## Saved data entries
* * *
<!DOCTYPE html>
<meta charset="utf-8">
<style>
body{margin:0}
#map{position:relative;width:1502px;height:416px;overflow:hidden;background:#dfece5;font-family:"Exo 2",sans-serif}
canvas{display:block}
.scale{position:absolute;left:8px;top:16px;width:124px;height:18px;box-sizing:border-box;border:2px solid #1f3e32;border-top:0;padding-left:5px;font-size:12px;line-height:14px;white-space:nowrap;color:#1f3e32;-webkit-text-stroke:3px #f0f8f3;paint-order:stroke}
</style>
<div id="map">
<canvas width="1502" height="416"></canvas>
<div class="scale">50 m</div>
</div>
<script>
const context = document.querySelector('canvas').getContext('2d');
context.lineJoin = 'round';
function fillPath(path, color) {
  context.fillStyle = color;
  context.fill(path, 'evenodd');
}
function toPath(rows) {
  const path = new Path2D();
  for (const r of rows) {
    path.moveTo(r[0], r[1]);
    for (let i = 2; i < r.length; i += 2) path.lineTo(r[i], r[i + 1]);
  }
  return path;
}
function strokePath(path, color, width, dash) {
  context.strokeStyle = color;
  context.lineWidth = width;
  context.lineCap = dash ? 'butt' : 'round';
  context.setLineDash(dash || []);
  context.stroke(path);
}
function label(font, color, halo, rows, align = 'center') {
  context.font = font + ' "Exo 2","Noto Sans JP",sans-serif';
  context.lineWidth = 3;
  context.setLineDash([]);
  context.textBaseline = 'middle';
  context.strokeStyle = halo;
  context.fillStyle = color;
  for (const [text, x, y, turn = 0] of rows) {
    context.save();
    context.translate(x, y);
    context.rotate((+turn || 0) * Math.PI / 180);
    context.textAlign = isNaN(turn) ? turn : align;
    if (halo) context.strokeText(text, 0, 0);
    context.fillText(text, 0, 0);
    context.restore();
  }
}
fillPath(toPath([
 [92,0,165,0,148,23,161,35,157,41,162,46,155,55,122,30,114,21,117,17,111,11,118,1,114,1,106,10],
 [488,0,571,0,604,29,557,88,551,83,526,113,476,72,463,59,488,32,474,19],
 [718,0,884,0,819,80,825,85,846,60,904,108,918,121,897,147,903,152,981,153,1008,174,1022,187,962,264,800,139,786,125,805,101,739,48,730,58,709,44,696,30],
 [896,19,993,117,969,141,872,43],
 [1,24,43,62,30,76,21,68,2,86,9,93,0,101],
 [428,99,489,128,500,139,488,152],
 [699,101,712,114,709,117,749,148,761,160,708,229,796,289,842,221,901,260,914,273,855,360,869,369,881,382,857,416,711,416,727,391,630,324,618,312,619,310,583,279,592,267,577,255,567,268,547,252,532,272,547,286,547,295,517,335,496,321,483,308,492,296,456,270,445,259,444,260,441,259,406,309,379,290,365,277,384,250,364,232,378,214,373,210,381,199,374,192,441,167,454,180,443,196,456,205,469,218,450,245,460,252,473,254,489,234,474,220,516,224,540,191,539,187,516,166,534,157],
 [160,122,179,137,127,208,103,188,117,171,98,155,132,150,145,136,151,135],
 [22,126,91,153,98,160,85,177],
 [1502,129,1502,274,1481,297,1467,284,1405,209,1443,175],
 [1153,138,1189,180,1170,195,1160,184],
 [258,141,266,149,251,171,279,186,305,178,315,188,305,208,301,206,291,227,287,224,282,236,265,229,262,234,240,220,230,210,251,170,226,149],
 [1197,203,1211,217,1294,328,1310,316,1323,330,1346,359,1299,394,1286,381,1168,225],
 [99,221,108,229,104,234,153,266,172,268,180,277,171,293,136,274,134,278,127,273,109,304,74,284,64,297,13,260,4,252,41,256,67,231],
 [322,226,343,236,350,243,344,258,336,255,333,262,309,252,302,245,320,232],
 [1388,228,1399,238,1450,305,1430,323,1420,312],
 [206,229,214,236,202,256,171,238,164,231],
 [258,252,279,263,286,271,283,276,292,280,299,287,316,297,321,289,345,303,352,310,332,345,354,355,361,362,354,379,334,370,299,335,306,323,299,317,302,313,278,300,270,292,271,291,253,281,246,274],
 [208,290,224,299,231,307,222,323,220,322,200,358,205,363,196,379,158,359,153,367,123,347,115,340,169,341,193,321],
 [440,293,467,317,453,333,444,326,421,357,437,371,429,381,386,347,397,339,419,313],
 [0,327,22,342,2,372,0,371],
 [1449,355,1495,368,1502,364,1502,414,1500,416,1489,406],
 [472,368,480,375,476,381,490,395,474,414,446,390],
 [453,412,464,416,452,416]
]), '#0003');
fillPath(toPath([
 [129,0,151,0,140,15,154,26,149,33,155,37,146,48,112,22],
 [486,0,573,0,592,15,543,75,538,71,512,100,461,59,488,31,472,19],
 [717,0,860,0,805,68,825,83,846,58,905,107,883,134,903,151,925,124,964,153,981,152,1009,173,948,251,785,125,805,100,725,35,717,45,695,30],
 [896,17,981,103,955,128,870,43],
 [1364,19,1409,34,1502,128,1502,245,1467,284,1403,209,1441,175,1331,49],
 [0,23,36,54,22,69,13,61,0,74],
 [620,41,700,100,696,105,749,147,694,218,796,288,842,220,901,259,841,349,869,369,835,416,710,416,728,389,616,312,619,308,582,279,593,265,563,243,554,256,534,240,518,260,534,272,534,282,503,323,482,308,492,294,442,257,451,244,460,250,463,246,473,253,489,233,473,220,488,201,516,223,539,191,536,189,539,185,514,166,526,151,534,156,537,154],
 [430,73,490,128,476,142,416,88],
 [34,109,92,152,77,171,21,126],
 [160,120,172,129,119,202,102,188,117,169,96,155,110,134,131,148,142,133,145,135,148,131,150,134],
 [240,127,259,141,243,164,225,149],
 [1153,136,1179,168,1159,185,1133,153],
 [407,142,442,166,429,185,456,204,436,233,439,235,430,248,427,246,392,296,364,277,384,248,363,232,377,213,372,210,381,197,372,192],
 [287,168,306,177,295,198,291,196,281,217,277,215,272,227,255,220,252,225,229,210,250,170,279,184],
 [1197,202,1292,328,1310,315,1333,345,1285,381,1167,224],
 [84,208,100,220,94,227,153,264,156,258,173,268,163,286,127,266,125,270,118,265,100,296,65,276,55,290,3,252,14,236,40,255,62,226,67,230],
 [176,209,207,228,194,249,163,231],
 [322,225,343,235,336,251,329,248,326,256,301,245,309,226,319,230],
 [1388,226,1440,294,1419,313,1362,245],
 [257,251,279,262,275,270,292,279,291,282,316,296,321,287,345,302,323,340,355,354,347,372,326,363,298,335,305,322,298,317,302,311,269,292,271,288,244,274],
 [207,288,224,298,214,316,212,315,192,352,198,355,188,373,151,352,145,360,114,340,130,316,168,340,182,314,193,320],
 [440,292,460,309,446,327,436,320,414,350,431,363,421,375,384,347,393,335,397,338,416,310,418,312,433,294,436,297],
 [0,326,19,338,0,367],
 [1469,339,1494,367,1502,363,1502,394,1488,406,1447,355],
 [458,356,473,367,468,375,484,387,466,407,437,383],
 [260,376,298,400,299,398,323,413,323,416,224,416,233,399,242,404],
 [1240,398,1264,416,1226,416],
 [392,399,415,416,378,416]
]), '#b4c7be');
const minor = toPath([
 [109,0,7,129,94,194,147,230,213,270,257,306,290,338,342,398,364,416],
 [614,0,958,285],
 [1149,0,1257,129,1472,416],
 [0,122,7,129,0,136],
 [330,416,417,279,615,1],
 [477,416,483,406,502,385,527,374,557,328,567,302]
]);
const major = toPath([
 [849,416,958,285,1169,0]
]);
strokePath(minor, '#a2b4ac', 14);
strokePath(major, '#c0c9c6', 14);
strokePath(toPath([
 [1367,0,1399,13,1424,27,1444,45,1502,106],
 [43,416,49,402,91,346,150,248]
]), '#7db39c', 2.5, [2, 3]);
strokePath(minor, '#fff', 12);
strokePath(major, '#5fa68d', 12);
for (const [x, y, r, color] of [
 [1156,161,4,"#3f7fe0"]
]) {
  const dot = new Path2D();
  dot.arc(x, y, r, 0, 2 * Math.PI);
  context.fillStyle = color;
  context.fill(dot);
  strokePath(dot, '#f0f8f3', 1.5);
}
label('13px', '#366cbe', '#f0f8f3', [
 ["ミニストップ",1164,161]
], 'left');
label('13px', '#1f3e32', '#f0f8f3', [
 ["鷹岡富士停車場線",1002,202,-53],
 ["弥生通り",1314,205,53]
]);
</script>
* * *
## Description of the task
Show every line from the entries that includes the word "function".

## Response to the exercise
function fillPath(path, color) {
function toPath(rows) {
function strokePath(path, color, width, dash) {
function label(font, color, halo, rows, align = 'center') {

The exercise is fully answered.